----- RECORDS FOR THIS EXERCISE -----
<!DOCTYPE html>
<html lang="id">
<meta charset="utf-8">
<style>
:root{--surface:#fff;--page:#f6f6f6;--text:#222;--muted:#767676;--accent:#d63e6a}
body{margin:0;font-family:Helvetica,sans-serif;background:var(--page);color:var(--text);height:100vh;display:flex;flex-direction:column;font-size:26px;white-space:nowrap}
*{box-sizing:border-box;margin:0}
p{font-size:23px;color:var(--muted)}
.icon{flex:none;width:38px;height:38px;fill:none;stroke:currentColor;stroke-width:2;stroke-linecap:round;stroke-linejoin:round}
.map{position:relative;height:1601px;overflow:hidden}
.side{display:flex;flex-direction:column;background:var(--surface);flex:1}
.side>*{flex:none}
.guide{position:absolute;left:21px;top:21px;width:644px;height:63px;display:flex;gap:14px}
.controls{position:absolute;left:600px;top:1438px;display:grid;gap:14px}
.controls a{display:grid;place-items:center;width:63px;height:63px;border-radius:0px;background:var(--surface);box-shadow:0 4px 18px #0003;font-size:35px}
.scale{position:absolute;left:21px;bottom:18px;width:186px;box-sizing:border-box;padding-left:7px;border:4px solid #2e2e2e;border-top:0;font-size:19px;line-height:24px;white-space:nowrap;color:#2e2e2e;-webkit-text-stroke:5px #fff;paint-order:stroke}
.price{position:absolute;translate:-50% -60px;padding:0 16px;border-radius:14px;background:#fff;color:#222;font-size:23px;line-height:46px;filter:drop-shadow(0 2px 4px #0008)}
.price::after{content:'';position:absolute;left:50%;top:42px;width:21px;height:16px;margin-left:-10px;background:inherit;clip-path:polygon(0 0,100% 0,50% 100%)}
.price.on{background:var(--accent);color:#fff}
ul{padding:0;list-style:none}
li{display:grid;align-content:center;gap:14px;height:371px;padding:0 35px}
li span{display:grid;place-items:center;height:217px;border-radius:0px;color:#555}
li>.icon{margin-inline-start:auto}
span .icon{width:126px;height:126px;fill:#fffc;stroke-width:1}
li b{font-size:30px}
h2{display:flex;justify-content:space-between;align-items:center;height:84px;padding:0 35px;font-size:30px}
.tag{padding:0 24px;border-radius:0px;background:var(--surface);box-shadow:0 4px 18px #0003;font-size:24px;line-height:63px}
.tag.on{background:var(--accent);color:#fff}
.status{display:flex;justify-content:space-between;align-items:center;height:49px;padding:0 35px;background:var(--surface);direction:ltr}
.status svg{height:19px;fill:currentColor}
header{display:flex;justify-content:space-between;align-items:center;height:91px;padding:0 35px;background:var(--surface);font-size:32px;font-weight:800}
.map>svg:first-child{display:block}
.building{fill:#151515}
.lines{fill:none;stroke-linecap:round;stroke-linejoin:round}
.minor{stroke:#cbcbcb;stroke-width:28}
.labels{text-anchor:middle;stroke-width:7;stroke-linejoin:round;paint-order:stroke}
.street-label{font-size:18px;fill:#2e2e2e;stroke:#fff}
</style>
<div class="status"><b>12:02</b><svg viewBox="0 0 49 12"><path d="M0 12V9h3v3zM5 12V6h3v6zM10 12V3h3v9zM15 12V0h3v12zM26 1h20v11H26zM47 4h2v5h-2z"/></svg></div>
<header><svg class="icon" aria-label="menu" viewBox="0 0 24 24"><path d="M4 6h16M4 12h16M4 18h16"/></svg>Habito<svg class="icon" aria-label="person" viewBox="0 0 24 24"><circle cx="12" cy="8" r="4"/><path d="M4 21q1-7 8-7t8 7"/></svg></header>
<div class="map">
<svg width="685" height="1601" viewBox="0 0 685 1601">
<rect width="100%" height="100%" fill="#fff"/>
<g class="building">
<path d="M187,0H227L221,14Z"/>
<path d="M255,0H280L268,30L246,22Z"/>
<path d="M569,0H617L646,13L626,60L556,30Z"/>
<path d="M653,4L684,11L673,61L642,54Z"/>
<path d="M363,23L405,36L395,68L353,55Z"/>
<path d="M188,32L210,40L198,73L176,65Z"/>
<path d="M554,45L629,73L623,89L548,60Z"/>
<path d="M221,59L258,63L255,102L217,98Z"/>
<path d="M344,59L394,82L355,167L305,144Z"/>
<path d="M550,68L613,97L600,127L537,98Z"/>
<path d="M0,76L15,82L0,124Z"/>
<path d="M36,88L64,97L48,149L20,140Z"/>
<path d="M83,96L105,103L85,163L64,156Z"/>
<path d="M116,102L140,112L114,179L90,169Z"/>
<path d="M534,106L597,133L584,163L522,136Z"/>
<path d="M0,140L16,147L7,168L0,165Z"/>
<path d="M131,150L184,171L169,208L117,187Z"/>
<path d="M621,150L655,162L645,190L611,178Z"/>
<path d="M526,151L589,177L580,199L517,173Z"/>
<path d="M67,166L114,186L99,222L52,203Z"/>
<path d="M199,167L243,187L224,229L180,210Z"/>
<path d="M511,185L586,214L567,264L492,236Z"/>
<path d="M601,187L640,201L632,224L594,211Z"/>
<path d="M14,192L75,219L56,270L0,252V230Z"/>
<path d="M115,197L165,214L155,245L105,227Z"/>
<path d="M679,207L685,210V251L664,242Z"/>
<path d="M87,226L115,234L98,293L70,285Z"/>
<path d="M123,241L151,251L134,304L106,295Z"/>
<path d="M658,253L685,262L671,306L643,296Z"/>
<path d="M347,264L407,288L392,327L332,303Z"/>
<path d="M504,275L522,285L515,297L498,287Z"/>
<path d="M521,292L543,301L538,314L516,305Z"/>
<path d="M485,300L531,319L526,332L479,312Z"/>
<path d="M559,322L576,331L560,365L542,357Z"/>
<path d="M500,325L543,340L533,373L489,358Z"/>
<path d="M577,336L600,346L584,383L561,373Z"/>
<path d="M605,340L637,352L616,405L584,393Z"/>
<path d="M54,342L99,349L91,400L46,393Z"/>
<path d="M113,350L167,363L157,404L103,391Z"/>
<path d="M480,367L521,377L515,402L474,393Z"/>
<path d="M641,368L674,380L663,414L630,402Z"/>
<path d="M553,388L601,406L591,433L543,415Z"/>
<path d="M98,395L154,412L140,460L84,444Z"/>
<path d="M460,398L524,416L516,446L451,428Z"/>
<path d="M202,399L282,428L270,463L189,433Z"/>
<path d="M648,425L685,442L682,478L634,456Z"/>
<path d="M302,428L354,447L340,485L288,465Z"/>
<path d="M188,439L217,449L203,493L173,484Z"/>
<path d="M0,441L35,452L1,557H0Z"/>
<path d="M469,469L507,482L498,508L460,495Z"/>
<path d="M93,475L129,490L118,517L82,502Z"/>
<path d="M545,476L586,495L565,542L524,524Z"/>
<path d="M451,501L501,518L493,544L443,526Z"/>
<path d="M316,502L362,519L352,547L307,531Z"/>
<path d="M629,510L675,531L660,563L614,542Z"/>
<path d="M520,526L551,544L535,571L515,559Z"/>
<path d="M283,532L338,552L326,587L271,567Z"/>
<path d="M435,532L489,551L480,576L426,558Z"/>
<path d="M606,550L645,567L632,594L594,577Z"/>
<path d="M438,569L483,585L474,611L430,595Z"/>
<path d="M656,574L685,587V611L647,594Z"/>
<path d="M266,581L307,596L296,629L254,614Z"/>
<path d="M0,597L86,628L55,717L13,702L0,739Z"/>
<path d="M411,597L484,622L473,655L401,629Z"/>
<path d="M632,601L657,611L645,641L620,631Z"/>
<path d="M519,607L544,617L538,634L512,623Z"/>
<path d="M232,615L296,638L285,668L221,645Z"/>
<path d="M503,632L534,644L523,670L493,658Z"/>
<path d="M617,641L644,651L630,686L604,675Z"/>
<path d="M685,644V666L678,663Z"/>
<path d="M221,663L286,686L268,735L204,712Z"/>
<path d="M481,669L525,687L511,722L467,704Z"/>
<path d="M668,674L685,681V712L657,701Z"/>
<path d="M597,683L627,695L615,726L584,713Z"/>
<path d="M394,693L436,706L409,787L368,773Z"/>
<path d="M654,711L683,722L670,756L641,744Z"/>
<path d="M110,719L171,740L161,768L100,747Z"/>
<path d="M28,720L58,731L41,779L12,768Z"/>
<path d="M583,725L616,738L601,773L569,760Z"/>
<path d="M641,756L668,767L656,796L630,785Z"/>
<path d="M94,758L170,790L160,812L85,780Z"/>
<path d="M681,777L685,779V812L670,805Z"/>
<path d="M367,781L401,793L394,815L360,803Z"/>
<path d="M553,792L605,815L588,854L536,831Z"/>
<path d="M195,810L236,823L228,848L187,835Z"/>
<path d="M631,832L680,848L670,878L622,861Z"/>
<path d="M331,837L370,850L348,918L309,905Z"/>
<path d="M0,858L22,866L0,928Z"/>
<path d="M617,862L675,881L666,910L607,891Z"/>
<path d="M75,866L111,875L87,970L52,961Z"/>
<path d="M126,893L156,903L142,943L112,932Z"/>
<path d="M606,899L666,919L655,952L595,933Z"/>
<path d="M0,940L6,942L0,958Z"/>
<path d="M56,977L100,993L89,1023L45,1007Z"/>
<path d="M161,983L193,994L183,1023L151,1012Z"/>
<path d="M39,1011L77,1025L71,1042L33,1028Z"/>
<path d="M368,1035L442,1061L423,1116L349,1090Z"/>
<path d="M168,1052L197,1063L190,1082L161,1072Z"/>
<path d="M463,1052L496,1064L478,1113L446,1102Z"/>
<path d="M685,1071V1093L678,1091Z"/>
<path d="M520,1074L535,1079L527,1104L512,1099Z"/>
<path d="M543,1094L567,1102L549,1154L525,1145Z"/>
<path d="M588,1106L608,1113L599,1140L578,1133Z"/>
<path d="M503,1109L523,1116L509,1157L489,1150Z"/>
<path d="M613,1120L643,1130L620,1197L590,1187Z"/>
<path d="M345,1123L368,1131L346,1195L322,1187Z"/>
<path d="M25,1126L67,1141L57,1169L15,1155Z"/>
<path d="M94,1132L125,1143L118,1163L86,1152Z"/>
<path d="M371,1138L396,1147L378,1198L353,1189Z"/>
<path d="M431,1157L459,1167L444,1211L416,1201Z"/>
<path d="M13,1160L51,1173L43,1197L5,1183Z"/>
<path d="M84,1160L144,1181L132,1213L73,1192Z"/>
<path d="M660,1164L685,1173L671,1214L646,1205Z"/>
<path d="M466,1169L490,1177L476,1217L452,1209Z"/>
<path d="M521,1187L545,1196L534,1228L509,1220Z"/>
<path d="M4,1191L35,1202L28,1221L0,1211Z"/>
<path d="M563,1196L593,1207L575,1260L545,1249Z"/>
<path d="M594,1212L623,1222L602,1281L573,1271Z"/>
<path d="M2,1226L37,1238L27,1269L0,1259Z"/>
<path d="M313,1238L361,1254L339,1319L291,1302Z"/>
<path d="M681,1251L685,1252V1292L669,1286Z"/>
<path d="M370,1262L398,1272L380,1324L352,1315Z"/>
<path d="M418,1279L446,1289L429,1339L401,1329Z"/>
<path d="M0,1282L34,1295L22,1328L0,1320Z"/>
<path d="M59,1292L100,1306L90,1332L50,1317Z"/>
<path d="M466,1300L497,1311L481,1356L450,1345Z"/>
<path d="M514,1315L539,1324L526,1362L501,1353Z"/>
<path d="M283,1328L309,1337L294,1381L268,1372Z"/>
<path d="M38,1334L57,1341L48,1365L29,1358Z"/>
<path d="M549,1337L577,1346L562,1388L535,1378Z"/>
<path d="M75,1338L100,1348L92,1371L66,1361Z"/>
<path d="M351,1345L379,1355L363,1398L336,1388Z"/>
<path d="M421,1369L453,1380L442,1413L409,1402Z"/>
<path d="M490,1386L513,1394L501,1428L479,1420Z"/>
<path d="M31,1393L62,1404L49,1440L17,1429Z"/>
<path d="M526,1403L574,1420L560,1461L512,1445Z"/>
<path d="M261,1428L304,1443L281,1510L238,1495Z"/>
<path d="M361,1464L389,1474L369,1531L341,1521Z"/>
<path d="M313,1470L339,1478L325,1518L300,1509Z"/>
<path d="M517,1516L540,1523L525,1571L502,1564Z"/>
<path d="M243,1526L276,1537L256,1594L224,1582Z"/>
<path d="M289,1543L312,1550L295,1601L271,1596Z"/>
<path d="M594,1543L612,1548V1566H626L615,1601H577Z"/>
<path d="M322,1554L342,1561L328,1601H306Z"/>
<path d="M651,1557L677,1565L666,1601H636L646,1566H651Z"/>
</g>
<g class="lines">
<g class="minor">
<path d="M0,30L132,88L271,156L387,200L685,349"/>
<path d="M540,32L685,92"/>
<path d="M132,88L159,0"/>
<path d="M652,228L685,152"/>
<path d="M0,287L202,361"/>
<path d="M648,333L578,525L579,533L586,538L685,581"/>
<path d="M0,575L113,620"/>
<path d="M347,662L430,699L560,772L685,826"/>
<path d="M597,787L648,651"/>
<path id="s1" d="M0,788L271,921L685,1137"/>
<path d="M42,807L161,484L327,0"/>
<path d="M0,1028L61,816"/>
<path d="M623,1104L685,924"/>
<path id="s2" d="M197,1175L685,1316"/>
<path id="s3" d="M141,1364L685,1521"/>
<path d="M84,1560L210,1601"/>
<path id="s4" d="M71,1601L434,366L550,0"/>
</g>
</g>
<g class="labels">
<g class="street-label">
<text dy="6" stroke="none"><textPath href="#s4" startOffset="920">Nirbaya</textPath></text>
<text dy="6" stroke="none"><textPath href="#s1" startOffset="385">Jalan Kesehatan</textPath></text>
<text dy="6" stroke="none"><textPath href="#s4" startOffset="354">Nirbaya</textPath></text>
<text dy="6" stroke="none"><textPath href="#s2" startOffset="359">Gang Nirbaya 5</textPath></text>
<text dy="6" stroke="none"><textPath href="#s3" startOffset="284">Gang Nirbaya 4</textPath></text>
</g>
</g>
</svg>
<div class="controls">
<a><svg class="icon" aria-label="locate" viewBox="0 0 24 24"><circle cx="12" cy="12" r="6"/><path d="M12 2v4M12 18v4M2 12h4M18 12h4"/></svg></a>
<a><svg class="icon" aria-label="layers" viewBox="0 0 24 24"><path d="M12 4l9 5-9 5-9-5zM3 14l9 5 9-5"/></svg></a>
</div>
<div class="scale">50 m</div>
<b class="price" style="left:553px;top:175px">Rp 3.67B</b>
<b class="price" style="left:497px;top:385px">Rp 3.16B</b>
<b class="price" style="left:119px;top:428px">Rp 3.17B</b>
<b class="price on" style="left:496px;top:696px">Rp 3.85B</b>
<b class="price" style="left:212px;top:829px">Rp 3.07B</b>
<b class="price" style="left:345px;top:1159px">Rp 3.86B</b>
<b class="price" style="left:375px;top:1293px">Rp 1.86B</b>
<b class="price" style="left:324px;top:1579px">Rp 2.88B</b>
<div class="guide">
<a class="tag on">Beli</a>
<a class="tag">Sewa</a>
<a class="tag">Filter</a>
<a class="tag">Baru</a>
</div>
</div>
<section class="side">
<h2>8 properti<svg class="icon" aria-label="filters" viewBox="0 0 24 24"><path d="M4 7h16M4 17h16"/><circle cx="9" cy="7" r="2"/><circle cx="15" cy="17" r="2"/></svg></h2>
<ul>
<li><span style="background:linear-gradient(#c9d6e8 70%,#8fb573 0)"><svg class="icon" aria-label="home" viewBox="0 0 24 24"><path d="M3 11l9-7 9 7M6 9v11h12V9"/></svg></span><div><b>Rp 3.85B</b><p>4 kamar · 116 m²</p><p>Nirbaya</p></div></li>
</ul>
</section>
-----
ABOUT THIS TASK
Using the records above, report each line that contains the word "position" by copying it.

SOLUTION FOR THIS PROBLEM
.map{position:relative;height:1601px;overflow:hidden}
.guide{position:absolute;left:21px;top:21px;width:644px;height:63px;display:flex;gap:14px}
.controls{position:absolute;left:600px;top:1438px;display:grid;gap:14px}
.scale{position:absolute;left:21px;bottom:18px;width:186px;box-sizing:border-box;padding-left:7px;border:4px solid #2e2e2e;border-top:0;font-size:19px;line-height:24px;white-space:nowrap;color:#2e2e2e;-webkit-text-stroke:5px #fff;paint-order:stroke}
.price{position:absolute;translate:-50% -60px;padding:0 16px;border-radius:14px;background:#fff;color:#222;font-size:23px;line-height:46px;filter:drop-shadow(0 2px 4px #0008)}
.price::after{content:'';position:absolute;left:50%;top:42px;width:21px;height:16px;margin-left:-10px;background:inherit;clip-path:polygon(0 0,100% 0,50% 100%)}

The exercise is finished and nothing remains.